Monday, April 11, 2016

Reflections on Bonhoeffer’s Life Together – 21


“Because Christ has long since acted decisively for other Christians, before I could begin to act, I must allow them the freedom to be Christ’s. They should encounter me only as the persons that they already are for Christ. This is the meaning of the claim that we can encounter others only through the mediation of Christ. Emotional love constructs its own image of other persons, about what they are and what they should become. It takes the life of the other person into its own hands. Spiritual love recognizes the true image of the other person as seen from the perspective of Jesus Christ. It is the image Jesus Christ has formed and wants to form in all people.” (Italics mine). Dietrich Bonhoeffer, Life Together, Fortress Press, 2015 (Reader’s Edition), page 18.

“Emotional love constructs its own image of other persons, about what they are and what they should become,” these words should serve as a reminder to all of us, but especially to those in teaching, preaching, pastoral care, and in leadership, that it is not our image that should guide us in ministry, but the image of Christ; and that the people we serve are not our people who belong to us but rather Christ’s people who belong to Him.

Too often we strive to superimpose our image, including the image or imprint of a movement or tradition, on others, rather than seek to honor and recognize the image of Jesus Christ in others, rather than discerning how the image of Christ is manifesting itself within the body of Christ and its particular members. We can be more like a cattle round up in which one of our goals is to ensure that everyone is caught and branded – not with the image of Christ but with our own image. We have the propensity not to rest in our relationships, or in our teaching and preaching, until we see the image that we want to see rather than the image of Jesus Christ which He has placed in everyone who calls upon His name.
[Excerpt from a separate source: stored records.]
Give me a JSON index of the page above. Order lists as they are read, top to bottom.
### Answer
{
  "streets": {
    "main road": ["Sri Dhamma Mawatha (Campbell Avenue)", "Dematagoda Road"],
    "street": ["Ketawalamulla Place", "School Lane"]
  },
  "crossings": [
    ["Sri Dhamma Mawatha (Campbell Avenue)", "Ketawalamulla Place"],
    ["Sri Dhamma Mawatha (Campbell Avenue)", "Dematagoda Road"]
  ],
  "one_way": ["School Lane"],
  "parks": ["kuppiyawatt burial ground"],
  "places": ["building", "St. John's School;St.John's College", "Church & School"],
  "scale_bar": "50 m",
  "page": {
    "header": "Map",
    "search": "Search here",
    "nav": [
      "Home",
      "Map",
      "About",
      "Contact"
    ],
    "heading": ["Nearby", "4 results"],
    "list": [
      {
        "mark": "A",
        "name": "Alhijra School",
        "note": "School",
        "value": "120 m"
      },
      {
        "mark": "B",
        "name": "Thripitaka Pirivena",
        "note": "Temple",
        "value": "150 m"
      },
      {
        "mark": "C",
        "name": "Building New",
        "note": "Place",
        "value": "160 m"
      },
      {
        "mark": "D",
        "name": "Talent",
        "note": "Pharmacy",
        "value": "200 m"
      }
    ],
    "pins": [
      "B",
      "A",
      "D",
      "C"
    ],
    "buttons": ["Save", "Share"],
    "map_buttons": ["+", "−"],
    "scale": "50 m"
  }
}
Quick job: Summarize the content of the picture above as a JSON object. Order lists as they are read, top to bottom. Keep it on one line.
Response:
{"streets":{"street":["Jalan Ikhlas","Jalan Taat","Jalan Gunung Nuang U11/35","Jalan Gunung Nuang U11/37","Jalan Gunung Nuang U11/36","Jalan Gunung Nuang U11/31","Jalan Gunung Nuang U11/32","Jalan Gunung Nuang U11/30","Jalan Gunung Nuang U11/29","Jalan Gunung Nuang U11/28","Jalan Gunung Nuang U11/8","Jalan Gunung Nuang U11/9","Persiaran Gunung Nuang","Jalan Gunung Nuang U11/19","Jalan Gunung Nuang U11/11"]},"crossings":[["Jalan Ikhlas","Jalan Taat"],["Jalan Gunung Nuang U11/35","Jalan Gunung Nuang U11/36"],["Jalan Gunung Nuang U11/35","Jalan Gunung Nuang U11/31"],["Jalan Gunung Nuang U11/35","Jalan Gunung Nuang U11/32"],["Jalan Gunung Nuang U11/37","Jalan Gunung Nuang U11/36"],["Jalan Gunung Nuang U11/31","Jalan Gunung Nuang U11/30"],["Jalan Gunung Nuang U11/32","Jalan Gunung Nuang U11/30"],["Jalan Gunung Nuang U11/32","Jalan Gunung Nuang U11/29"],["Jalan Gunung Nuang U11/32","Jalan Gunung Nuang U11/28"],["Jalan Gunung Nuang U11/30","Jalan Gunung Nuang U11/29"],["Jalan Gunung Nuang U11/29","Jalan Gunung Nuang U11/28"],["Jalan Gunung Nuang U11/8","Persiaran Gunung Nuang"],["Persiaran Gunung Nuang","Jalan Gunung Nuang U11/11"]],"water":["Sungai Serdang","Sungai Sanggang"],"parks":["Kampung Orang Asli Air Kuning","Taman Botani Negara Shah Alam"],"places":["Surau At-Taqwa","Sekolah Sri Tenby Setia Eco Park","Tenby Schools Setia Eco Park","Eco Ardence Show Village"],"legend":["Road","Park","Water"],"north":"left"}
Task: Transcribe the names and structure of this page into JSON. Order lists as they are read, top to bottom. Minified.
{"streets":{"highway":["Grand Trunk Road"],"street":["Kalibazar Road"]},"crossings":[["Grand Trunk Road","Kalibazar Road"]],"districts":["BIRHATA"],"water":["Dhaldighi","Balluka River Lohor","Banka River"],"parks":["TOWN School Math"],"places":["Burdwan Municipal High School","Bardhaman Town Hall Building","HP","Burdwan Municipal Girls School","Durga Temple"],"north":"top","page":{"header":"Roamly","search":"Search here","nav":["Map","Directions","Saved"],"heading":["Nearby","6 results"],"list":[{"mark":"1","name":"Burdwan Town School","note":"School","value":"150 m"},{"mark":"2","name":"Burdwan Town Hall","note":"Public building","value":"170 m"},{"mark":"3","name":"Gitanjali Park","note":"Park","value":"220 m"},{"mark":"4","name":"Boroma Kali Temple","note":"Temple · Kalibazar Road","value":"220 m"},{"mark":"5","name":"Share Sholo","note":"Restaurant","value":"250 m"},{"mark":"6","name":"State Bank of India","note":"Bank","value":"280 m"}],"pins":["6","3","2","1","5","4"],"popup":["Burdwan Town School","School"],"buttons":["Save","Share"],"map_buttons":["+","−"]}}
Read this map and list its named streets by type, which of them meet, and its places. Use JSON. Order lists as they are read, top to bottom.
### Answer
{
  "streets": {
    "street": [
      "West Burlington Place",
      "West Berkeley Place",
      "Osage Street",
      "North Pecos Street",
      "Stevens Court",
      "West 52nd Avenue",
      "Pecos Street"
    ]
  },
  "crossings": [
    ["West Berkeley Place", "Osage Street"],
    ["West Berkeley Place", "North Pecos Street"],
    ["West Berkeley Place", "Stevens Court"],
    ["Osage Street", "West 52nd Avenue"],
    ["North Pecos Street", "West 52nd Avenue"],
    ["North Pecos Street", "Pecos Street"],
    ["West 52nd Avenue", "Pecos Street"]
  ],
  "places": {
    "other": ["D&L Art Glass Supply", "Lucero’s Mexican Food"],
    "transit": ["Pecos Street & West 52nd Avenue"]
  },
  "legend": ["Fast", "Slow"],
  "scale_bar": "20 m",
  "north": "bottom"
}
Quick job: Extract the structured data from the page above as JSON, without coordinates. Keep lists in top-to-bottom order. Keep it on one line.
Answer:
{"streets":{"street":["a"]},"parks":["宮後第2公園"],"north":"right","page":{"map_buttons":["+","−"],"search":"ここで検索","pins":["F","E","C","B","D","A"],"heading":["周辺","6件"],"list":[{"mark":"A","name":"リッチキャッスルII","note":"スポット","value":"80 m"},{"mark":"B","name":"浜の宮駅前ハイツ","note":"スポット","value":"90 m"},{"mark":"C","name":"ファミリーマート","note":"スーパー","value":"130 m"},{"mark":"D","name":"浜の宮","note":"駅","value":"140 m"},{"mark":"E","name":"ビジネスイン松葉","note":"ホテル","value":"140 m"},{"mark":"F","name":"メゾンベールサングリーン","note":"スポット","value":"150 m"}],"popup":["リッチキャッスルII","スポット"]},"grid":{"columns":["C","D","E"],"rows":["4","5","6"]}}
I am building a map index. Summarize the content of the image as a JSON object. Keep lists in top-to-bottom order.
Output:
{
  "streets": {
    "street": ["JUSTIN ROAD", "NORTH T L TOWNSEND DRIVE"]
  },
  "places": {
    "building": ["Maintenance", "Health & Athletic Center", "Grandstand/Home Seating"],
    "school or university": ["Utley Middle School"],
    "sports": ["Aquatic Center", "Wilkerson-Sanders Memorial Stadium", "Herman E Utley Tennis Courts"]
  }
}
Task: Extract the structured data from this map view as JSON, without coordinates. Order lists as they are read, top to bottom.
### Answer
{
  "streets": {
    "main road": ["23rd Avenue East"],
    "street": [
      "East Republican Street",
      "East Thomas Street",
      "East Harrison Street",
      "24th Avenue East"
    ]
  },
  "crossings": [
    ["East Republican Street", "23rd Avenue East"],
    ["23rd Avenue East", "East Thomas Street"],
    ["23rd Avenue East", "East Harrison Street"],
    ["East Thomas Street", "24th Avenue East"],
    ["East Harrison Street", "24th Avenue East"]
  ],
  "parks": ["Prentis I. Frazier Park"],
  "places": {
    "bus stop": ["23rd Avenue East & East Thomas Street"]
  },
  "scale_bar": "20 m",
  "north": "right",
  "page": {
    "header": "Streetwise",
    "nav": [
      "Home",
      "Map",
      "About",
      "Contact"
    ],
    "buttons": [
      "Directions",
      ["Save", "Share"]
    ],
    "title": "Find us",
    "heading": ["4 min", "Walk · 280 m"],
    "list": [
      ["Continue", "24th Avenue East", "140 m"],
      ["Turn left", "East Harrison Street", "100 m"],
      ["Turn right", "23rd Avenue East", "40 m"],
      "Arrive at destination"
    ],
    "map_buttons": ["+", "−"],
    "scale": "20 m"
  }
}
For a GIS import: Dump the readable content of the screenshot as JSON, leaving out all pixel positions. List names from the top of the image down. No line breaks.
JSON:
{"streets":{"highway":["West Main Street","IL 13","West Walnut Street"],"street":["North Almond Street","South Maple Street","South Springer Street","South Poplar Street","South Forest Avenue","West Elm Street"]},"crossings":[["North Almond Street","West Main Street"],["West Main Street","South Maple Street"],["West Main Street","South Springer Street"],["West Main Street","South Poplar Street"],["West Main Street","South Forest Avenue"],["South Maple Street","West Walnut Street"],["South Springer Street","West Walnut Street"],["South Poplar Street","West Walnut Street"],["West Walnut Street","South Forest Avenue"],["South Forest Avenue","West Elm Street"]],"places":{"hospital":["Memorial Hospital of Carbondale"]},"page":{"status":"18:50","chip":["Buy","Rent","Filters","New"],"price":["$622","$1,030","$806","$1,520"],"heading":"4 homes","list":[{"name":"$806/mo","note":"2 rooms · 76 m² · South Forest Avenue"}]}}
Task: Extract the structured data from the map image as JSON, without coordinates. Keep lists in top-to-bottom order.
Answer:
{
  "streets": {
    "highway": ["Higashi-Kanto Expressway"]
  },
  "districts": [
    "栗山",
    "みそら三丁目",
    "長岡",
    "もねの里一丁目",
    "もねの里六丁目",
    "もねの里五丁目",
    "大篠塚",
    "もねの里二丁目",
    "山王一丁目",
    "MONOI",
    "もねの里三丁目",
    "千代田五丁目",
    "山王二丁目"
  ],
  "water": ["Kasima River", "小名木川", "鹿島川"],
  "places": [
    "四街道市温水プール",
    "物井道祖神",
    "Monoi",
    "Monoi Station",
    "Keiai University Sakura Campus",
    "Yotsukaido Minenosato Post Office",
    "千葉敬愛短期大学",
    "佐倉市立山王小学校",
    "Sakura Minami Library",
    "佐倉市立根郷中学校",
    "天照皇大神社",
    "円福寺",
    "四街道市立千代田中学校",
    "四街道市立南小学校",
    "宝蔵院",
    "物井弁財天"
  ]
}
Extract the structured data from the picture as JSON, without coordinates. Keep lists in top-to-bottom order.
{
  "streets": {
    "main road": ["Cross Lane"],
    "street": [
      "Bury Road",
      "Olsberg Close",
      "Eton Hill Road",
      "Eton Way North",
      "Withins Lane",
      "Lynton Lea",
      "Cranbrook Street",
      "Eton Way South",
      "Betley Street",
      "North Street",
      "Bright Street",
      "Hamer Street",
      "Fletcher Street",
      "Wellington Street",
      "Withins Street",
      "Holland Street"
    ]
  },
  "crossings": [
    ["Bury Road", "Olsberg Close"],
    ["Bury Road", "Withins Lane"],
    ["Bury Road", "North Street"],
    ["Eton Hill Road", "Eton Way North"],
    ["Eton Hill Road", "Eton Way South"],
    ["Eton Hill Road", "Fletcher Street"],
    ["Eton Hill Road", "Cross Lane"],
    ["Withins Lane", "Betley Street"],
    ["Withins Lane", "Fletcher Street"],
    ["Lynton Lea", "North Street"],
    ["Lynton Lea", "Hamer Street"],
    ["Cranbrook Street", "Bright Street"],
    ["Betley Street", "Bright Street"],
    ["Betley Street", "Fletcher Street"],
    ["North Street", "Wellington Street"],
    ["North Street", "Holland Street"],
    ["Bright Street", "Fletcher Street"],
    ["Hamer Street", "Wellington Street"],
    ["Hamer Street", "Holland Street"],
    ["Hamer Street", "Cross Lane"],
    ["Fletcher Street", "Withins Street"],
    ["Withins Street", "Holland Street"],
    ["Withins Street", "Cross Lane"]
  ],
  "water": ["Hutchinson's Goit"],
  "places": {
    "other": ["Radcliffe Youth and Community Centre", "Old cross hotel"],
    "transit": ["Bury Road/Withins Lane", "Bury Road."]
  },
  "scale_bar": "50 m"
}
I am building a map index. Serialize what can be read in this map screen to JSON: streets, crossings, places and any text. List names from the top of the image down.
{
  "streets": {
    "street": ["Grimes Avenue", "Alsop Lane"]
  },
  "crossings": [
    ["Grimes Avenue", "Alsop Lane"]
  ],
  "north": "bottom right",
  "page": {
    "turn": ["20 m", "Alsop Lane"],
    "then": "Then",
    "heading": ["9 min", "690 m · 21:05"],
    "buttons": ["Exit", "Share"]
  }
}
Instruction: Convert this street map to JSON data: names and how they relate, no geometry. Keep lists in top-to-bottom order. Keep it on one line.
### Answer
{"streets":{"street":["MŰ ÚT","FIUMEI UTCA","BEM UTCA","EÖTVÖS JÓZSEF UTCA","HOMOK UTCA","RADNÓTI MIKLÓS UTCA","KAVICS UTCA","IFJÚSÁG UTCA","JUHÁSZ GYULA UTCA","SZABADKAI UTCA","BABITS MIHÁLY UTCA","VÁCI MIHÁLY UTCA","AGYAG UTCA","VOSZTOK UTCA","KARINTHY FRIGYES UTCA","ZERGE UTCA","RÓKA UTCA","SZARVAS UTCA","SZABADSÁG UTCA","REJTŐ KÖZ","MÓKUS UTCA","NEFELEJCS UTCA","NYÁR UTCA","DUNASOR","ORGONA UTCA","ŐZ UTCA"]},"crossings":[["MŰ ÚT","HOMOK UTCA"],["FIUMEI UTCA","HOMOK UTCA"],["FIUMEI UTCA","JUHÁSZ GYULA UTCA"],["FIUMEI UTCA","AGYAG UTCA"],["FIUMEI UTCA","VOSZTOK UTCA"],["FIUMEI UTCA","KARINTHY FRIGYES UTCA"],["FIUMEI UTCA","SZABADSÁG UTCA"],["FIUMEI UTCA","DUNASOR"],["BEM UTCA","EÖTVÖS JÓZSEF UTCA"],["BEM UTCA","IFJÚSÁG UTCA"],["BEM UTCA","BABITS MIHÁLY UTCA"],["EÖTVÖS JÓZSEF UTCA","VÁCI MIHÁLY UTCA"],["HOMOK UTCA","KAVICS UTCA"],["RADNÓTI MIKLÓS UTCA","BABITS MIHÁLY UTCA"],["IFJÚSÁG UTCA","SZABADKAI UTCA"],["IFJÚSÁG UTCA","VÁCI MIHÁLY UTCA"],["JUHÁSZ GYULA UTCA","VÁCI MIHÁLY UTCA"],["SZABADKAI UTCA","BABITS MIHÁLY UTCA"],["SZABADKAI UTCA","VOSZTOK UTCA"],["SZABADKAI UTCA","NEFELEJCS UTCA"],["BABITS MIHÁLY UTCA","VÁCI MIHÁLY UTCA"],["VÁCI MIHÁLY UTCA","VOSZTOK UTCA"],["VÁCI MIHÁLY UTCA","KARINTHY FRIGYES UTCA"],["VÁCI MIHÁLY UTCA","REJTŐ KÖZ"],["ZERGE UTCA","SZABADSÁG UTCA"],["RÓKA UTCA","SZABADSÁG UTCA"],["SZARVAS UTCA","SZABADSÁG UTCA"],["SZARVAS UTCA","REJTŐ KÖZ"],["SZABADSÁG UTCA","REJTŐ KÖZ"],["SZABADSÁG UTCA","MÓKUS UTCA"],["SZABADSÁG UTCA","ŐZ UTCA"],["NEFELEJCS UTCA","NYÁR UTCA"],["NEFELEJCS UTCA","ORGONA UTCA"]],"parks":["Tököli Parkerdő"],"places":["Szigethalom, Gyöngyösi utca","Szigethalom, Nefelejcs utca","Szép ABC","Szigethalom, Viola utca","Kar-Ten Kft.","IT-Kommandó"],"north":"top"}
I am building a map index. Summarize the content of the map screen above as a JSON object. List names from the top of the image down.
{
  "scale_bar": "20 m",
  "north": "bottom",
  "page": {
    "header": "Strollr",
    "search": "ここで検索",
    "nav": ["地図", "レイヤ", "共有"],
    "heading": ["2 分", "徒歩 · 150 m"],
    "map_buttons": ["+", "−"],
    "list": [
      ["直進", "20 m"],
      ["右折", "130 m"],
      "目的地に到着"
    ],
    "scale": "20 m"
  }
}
Rather than preach and model submission to Jesus Christ we (overtly or covertly) want others to submit to us – including our movement or our tradition or our latest and greatest and popular Christian idea.

Yet, along with the above warning, we are called to know the image of Christ, to see the image of Christ, and to gravitate toward the image of Christ. We are to engage others not only where they are in Christ in the temporal, but also seek to help their temporal experience mirror eternal reality and to see eternal reality inform temporal experience. Paul writes, “We proclaim Him [Christ], admonishing every man and teaching every man with all wisdom, so that we may present every man complete in Christ. For this purpose also I labor, striving according to His power, which mightily works within me,” (Colossians 1:28-29). In Ephesians 4:13 Paul writes, “…until we all attain to the unity of the faith, and of the knowledge of the Son of God, to a mature man, to the measure of the stature which belongs to the fullness of Christ.” In the Colossians passage we see a focus on the individual member of the body of Christ, in the Ephesians passage Paul focuses on the collective body of Christ – we seek the image and fullness of Christ in each other individually and in all of us collectively.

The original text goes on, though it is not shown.